Case ID: ad3d_72/html/1006-01.html
Source: Caselaw Access Project
Author: {"author": "", "license": "Public Domain", "url": "https://static.case.law/"}
Date Created: 2024-08-24T03:29:51.129683

Clarence Conklin, Respondent-Appellant, v Joseph A. Owen et al., Appellants-Respondents.
    [900 NYS2d 118]
   In an action, inter alia, to recover damages for legal malpractice, the defendants appeal from so much of an order of the Supreme Court, Westchester County (Cozzens, Jr., J.), entered July 28, 2009, as denied their motion for summary judgment dismissing the complaint, and the plaintiff cross-appeals, as limited by his brief, from so much of the same order as denied his cross motion for summary judgment on the issue of liability.

Ordered that the order is modified, on the law, by deleting the provision thereof denying those branches of the defendants’ motion which were for summary judgment dismissing the second and third causes of action and substituting therefor a provision granting those branches of the motion; as so modified, the order is affirmed insofar as appealed and cross-appealed from, without costs or disbursements.

In September 2002 the plaintiff retained the defendant Joseph A. Owen, a New York attorney, and his law firm, the defendant Owen Law Firm, PLLC, to represent him.

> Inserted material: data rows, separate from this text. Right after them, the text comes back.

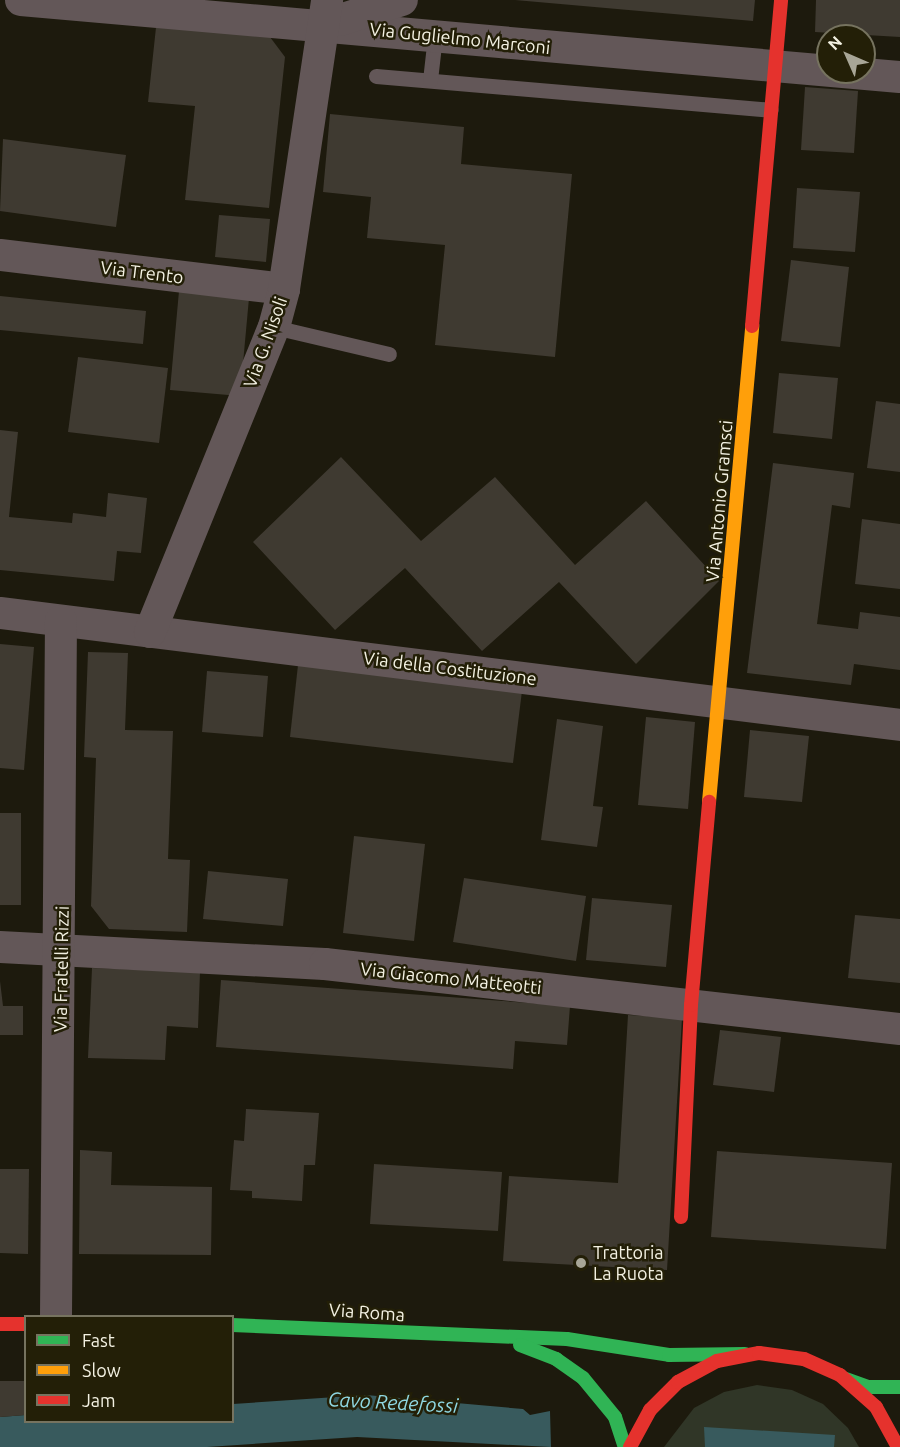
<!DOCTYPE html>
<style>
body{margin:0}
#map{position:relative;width:900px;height:1447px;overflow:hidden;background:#1d1a0d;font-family:Ubuntu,sans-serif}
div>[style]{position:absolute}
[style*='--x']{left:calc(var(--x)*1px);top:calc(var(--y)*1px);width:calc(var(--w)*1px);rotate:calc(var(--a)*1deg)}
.green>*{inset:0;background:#303627}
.water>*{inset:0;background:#385a5d}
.building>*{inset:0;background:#3f3a31}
.lane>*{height:15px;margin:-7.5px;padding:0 7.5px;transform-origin:7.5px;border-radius:7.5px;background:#635758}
.street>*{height:32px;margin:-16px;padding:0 16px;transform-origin:16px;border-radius:16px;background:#635758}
.fast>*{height:14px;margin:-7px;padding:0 7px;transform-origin:7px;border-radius:7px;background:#30b455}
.slow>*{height:14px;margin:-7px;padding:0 7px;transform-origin:7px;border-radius:7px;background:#ff9f0a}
.jam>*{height:14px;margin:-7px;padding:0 7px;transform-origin:7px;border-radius:7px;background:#e5322d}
.dots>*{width:16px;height:16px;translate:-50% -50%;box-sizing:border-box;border:3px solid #231f07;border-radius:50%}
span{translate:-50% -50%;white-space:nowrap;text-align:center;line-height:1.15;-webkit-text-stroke:5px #231f07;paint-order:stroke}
.street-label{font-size:18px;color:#f3f1e2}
.poi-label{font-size:18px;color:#f3f1e2}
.left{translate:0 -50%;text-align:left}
.water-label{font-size:20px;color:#8fd7e1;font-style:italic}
.legend{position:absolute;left:24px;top:1315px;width:210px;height:108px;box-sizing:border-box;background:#231f07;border:2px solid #76735f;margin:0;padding:8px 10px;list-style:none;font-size:18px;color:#f3f1e2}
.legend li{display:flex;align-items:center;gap:12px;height:30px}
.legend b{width:30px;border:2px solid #76735f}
.north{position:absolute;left:816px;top:24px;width:60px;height:60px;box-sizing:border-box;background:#231f07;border:2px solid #76735f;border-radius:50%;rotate:315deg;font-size:16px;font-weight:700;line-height:24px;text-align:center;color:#f3f1e2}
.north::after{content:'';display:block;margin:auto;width:21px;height:27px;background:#a8a697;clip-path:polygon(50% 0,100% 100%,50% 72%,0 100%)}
</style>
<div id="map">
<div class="green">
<i style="clip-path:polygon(757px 1385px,792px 1390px,823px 1404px,848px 1428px,859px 1447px,664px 1447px,694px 1408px,724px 1392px)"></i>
</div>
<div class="water">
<i style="clip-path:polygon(366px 1395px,523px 1409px,530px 1415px,550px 1411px,551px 1447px,357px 1437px,207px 1447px,0 1447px,0 1417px,25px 1415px,26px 1422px,232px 1422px,233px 1404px)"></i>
<i style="clip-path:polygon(704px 1427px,835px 1435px,834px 1447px,705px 1447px)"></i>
</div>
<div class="building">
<i style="clip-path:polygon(515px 0,755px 0,753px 21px)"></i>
<i style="clip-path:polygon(816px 0,900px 0,900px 37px,815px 32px)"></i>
<i style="clip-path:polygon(157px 18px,264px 29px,285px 57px,269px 208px,185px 200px,195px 106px,148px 102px)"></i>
<i style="clip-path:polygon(805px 87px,858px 91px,854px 153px,801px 150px)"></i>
<i style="clip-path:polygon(330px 114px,464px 127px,461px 164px,572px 174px,555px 357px,435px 345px,445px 245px,367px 238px,371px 197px,323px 192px)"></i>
<i style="clip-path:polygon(3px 139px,126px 155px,116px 227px,0 211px)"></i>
<i style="clip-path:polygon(797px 188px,860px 192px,855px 252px,793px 248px)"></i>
<i style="clip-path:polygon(219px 215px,270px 219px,266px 262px,215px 257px)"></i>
<i style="clip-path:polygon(791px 260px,849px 267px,840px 347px,781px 341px)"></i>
<i style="clip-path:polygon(179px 291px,249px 298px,240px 396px,170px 390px)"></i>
<i style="clip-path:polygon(0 296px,146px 311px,143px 344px,0 330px)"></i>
<i style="clip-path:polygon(78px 357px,168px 368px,159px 443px,68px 432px)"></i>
<i style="clip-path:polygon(779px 373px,838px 378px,832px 439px,773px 433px)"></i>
<i style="clip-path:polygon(876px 401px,900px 404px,900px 472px,867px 468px)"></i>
<i style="clip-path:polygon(0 430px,18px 432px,9px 517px,72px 523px,73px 513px,106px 517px,108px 493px,147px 498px,141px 553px,117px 551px,114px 581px,0 570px)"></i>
<i style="clip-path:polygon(341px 457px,421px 541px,495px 477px,575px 565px,646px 501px,719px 581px,636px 664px,559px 582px,482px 651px,405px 568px,335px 630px,253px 542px)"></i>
<i style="clip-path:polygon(773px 463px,854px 473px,850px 508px,832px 505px,817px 624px,858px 629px,860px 612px,900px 617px,900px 670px,854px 664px,851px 685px,747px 673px)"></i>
<i style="clip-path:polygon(862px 519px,900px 524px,900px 589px,855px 584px)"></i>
<i style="clip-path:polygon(0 644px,34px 647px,24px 770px,0 768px)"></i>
<i style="clip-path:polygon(88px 652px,128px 653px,125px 730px,173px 731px,168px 859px,190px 860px,187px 932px,109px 929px,91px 906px,96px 758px,84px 757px)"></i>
<i style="clip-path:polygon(298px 665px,522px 691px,513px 763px,290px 737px)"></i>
<i style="clip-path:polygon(207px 671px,268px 676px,263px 737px,202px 732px)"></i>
<i style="clip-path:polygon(646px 717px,695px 722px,688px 809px,638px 805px)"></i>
<i style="clip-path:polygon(557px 719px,603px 726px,593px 806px,603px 807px,597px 847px,541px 840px)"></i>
<i style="clip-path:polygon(750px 730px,809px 736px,802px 802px,744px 797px)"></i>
<i style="clip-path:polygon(0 813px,21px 813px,21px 905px,0 905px)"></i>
<i style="clip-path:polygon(354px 836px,425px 844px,414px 941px,343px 933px)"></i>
<i style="clip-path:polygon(208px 871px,288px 879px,283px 926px,203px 919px)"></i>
<i style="clip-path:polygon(464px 878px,586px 896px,576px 961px,453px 942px)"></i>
<i style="clip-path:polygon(592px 898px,672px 905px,666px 967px,586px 960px)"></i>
<i style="clip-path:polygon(855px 915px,900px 919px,900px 983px,848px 978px)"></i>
<i style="clip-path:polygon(92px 968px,200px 972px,198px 1028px,167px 1026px,165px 1060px,88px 1058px)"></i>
<i style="clip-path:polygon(221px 980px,570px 1006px,567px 1045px,515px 1041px,513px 1069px,216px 1047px)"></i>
<i style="clip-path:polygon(0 981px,3px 1006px,23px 1006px,23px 1035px,0 1035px)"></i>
<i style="clip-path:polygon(628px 1015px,682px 1018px,667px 1270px,503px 1261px,509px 1176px,618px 1183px)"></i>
<i style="clip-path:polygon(720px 1030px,781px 1037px,774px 1092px,713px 1085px)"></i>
<i style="clip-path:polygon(246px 1109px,319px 1113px,315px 1165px,304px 1165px,302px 1201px,252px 1198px,252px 1191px,230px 1190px,234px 1140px,244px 1141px)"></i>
<i style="clip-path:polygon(80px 1150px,112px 1152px,111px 1185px,212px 1187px,211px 1255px,79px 1254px)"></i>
<i style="clip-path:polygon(717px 1151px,892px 1163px,886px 1249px,711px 1237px)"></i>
<i style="clip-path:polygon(374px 1164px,502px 1172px,498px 1231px,370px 1224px)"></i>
<i style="clip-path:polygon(0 1169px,29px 1169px,28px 1254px,0 1253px)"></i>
<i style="clip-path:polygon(0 1381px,26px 1381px,26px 1415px,0 1417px)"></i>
</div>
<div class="lane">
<i style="--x:376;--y:76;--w:396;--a:4.9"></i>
<i style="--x:430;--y:80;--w:44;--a:-83.5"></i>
<i style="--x:274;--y:327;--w:118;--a:13.2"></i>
</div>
<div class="street">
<i style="--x:21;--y:0;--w:882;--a:5.01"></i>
<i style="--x:340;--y:20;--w:65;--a:-17.9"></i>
<i style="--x:0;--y:255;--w:286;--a:6.8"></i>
<i style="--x:0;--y:613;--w:907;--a:7.09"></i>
<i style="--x:150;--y:632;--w:329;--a:-67.9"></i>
<i style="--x:274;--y:327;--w:39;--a:-75"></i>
<i style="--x:284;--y:289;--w:292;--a:-81.5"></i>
<i style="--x:0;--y:947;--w:325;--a:3"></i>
<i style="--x:325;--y:964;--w:579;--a:6.45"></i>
<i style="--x:56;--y:1316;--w:695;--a:-89.59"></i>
</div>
<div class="fast">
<i style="--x:232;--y:1325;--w:335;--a:2.4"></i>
<i style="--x:567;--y:1339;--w:103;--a:8.9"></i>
<i style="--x:669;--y:1355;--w:76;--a:-0.8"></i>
<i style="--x:520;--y:1345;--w:39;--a:21"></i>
<i style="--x:556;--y:1359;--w:33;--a:35"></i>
<i style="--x:583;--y:1378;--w:50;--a:50.6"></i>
<i style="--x:615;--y:1417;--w:32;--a:72"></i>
<i style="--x:846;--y:1379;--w:23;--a:20"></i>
<i style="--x:868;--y:1387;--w:32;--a:0"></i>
</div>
<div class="slow">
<i style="--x:709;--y:802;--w:478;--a:-84.8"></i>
</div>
<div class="jam">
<i style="--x:752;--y:326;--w:327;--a:-84.9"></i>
<i style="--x:681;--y:1217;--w:212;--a:-87.3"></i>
<i style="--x:691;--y:1005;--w:204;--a:-84.9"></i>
<i style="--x:0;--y:1324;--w:26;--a:0"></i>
<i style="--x:630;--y:1447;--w:42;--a:-61.6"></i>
<i style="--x:650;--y:1410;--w:40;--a:-45"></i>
<i style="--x:678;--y:1382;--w:44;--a:-28.3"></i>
<i style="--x:717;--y:1361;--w:43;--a:-10.8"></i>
<i style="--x:759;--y:1353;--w:45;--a:7.6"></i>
<i style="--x:804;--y:1359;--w:39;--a:24"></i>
<i style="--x:840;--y:1375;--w:48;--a:41.6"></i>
<i style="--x:876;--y:1407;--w:46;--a:61.2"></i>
</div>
<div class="dots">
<i style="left:581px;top:1263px;background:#a8a697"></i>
</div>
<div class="street-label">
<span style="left:460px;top:38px;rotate:6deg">Via Guglielmo Marconi</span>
<span style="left:142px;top:272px;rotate:7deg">Via Trento</span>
<span style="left:265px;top:342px;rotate:-70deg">Via G. Nisoli</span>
<span style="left:719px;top:501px;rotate:-85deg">Via Antonio Gramsci</span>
<span style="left:450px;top:668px;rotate:7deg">Via della Costituzione</span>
<span style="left:61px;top:969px;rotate:-89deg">Via Fratelli Rizzi</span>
<span style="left:451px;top:978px;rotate:6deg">Via Giacomo Matteotti</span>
<span style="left:367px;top:1312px;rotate:4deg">Via Roma</span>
</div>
<div class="poi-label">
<span class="left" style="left:593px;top:1263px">Trattoria<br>La Ruota</span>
</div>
<div class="water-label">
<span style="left:393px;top:1402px;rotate:3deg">Cavo Redefossi</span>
</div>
<ul class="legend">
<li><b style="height:8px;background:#30b455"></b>Fast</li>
<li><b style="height:8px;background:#ff9f0a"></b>Slow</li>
<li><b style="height:8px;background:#e5322d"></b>Jam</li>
</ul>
<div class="north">N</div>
</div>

The representation arose out of an accident that occurred on August 4, 2002, at a fair in Sussex County, New Jersey, when a swing the plaintiff sat on allegedly flipped over. The swing allegedly was owned or maintained by a New Jersey entity named Images of Our Own (hereinafter Images). By letter dated June 21, 2005, Owen withdrew as counsel, advising the plaintiff that New York’s three-year statute of limitations was about to expire and to consult another attorney. The plaintiff alleged that the defendants failed to commence an action before the two-year statute of limitations expired in New Jersey, and, as a result, the plaintiff commenced this legal malpractice action.

An attorney is liable in a malpractice action if the plaintiff can prove that the attorney failed to exercise the skill commonly exercised by an ordinary member of the legal community and that such negligence was the proximate cause of damages (see Rudolf v Shayne, Dachs, Stanisci, Corker & Sauer, 8 NY3d 438, 442 [2007]; Barnett v Schwartz, 47 AD3d 197, 203 [2007]; Baker, Sanders, Barshay, Grossman, Fass, Muhlstock & Neuwirth, LLC v Comprehensive Mental Assessment & Med. Care, P.C., 26 Misc 3d 1109, 1120-1121 [2010]). An attorney may be liable for ignorance of the rules of practice, for failure to comply with conditions precedent to suit, for neglect to prosecute or defend an action, or for failure to conduct adequate legal research (see McCoy v Tepper, 261 AD2d 592 [1999]; Gardner v Jacon, 148 AD2d 794, 796 [1989]; Grago v Robertson, 49 AD2d 645, 646 [1975]).

To succeed on a motion for summary judgment, the defendants were required to demonstrate that the plaintiff is unable to prove at least one of the essential elements of a legal malpractice cause of action (see Allen v Potruch, 282 AD2d 484 [2001]; Shopsin v Siben & Siben, 268 AD2d 578 [2000]). The defendants, as the movants, failed to submit evidence sufficient to establish their entitlement to judgment as a matter of law (see Alvarez v Prospect Hosp., 68 NY2d 320 [1986]). The plaintiff likewise also failed to meet his initial burden on his cross motion (id.). There are triable issues of fact, inter alia, as to whether a timely action could have been commenced in a New York court at the time the defendant attorney withdrew (see CPLR 202). Therefore, the Supreme Court properly denied that branch of the defendants’ motion which was to dismiss the cause of action to recover damages for legal malpractice and the plaintiffs cross motion for summary judgment on the cause of action to recover damages for legal malpractice.

However, the Supreme Court should have granted those branches of the defendants’ motion which were for summary judgment dismissing the plaintiffs second cause of action to recover damages for breach of contract and third cause of action to recover damages for negligent representation, since these causes of action arise from the same facts as his legal malpractice cause of action and are duplicative of that cause of action (see Sitar v Sitar, 50 AD3d 667, 670 [2008]; Shivers v Siegel, 11 AD3d 447 [2004]; Malarkey v Piel, 7 AD3d 681 [2004]; Mecca v Shang, 258 AD2d 569 [1999]). Fisher, J.P., Dillon, Dickerson and Belen, JJ., concur.